Frei Isidoro de Barreira, a monk of the Monastery of Christ, in Tomar, in his Treatise on the Meaning of Plants and Flowers, clarifies how this metaphor works, which is similar to the brevity of life:
Hopes are compared to flowers because they last as little as flowers & suffer as many inconveniences as they do. Saint Isidore says that the name of flower comes from the word, Fluo, which in Latin means to run down the water. So are the hopes of things in the world that run fast & disappear like water that goes to the sea.
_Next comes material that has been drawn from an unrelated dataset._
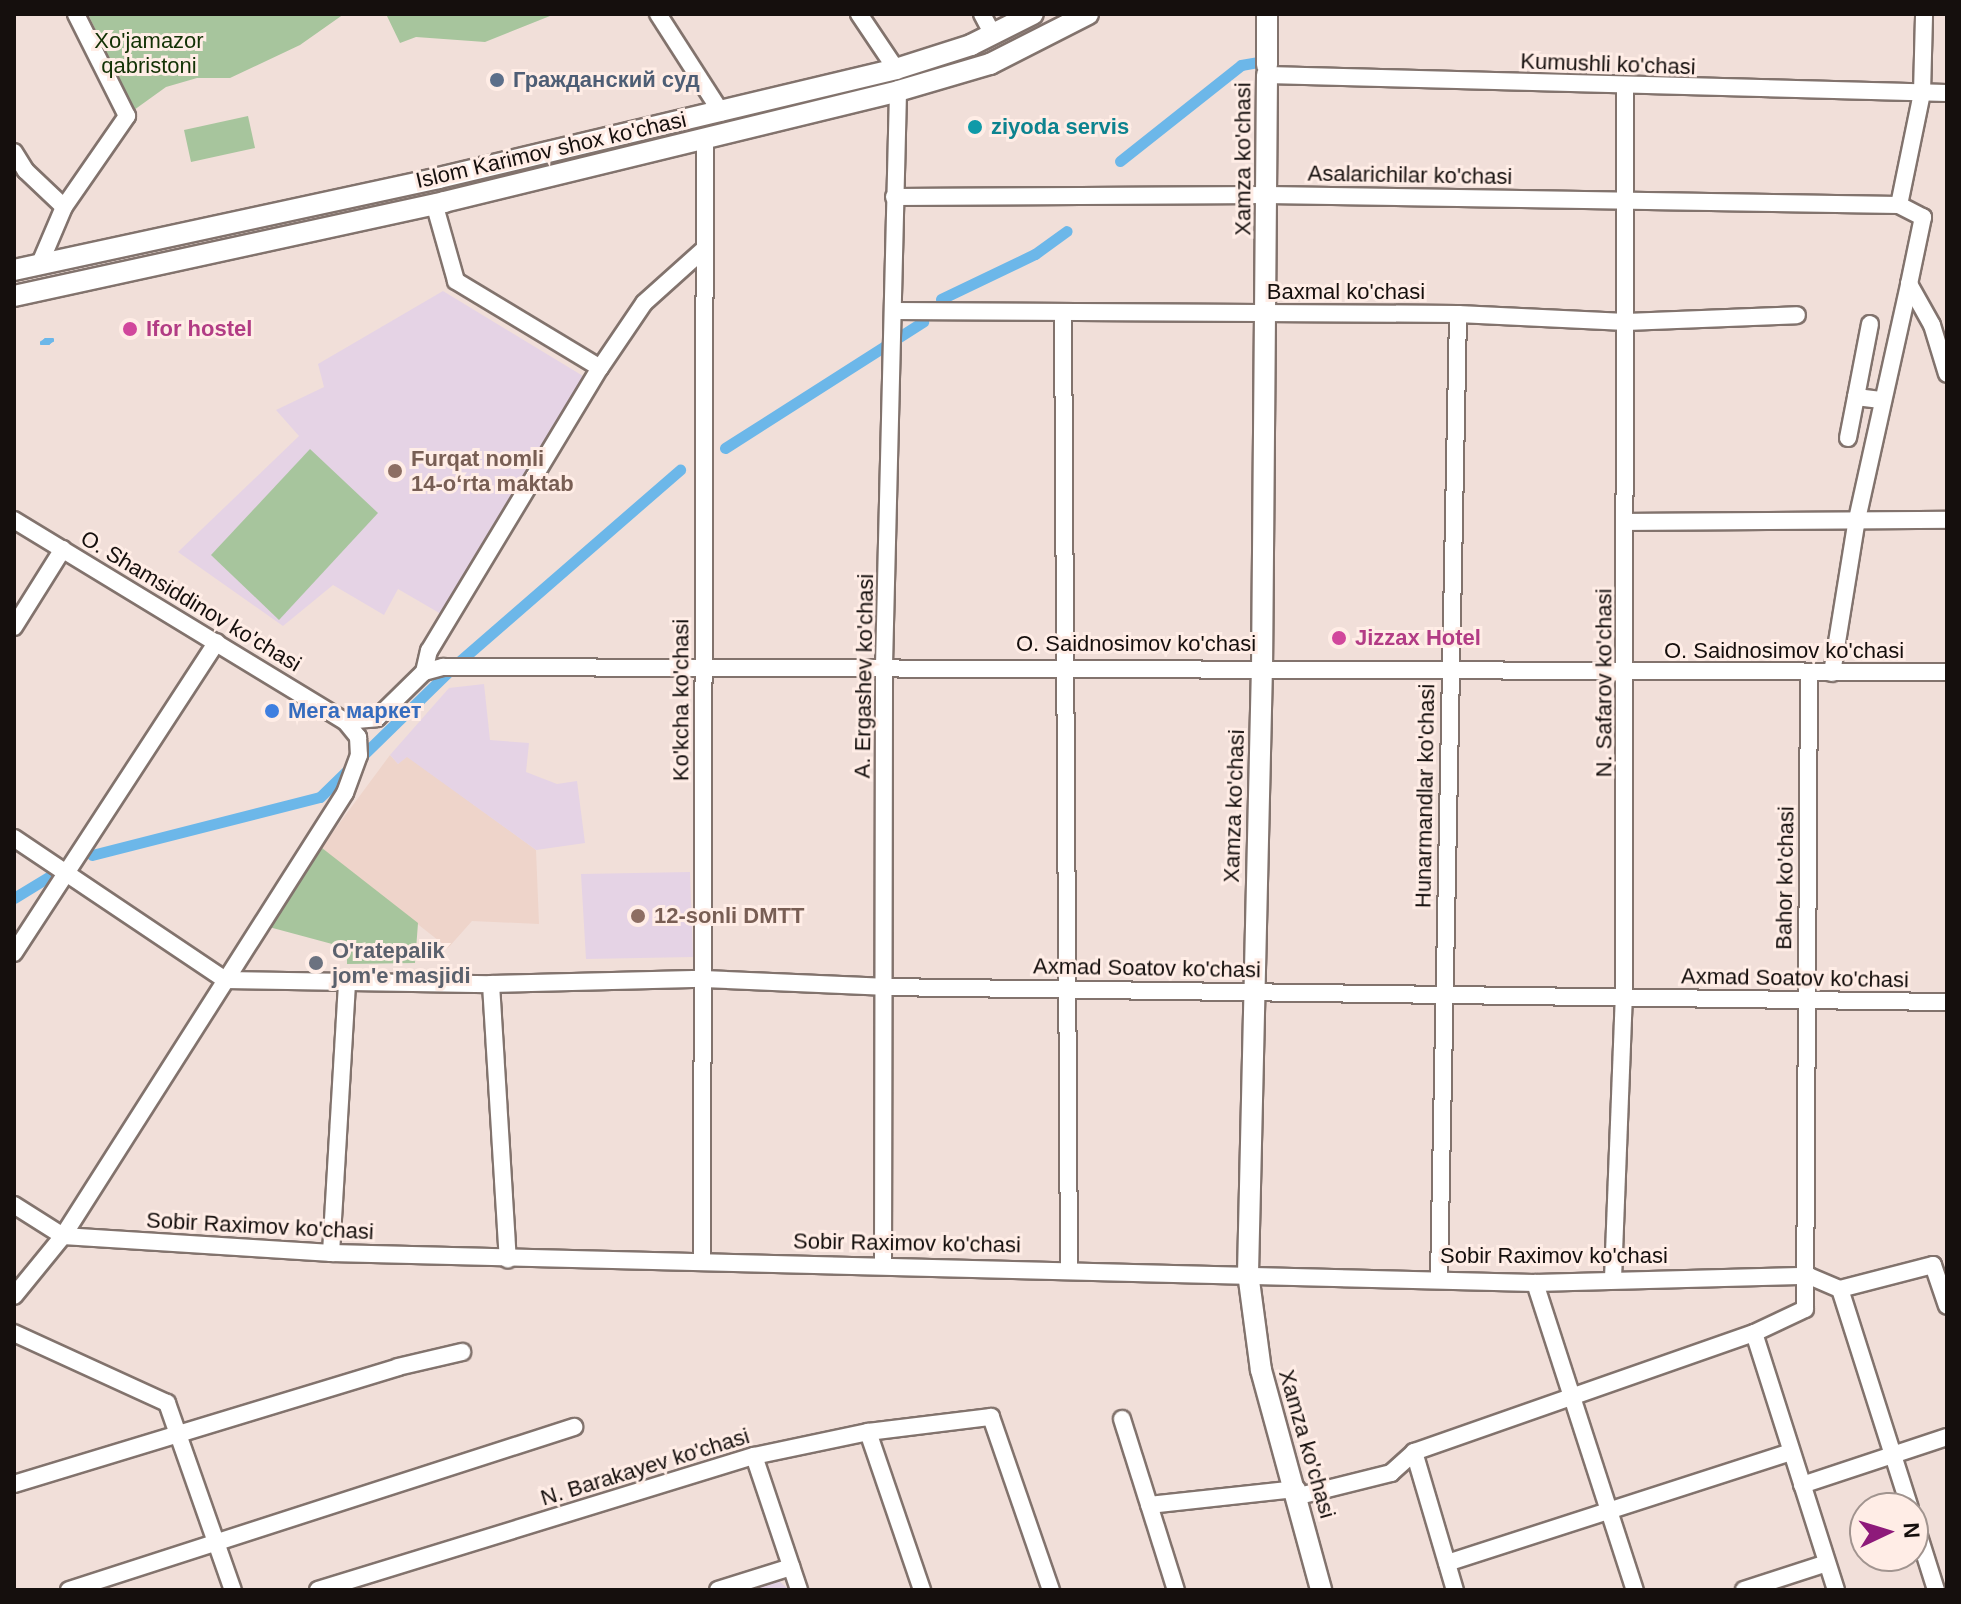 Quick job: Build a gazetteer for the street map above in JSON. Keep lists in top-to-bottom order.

But the beauty of the flowers still allows a third interpretation, closer to the contemplative life of the nuns of the Convent of Esperança. According to the sublime verses of the Gospel of Saint Matthew (6: 28-30), we must learn from the flowers that, despising the goods of earthly life, they do nothing and trust absolutely in divine providence: Learn how the lilies of the field grow. They neither weary nor spin. Yet I say to you that even Solomon, in all his glory, was not arrayed like one of these. As explained in Santo Hilario’s comment, paraphrased by Friar Isidoro de Barreira, in his Treatise:
These Lilies do not have to work, nor deserve to, because the Angelic virtues, by the blissful luck felt over them, have everything, & they lack nothing, nor can they lack.

As the careful representation of flora in these panels shows, there is no incompatibility between the meticulous reproduction of nature and its association with a moral context. On the contrary, the higher acuity in the representation of beauty, the better it depicts the benefits of faith in God.
To reinforce the idea of the importance of trust in divine providence, a second panel, with the representation of a peacock, with its tail open with the hundred eyes of God, over a tomb, combines the words of two verses from the Psalms: my fading eyes (Psalms 88: 10) and the light for my steps (Psalms 109: 105). In the emblem concept, God’s words are a sure guide on the pathway to eternal life.
Probably painted between 1664 and 1673, the cloister of the Convento da Esperança’s emblems, in praise of the contemplative life, display the close relationship between the iconographic program and the rules of Order of Saint Clare.

ESSENTIAL BIBLIOGRAPHY
A.A.V.V. Memorias funebres sentidas pellos ingenhos portugueses, na morte da Senhora Dona Maria de Attayde. Offerecidas a Senhora Dona Luiza Maria de Faro Condessa de Penaguiam. Lisboa: Officina Craesbekiana, 1650.
FIGUEIREDO, Paula. Mosteiro de Nossa Senhora da Piedade da Esperança in Sistema de Informação para o Património Arquitetónico (SIPA), 2012. Publicação on-line: http://www.monumentos.gov.pt/Site/APP_PagesUser/SIPA.aspx?id=34033
MONTEIRO, João Pedro. “Os vasos floridos do Convento de Nossa Senhora da Esperança de Lisboa” in Azulejo. Lisboa: Museu Nacional do Azulejo, 1991, nº 1, pp. 33-44.
BARREIRA, Isidoro de. Tratado das significaçoens das plantas, flores, e fruttos, que se referem na Sagrada Escrittura: tiradas de divinas, e humanas letras, com suas breves considerações pelo Padre Fr. Isidoro de Barreyra. Lisboa: officina de Manoel Lopes Ferreyra, 1698.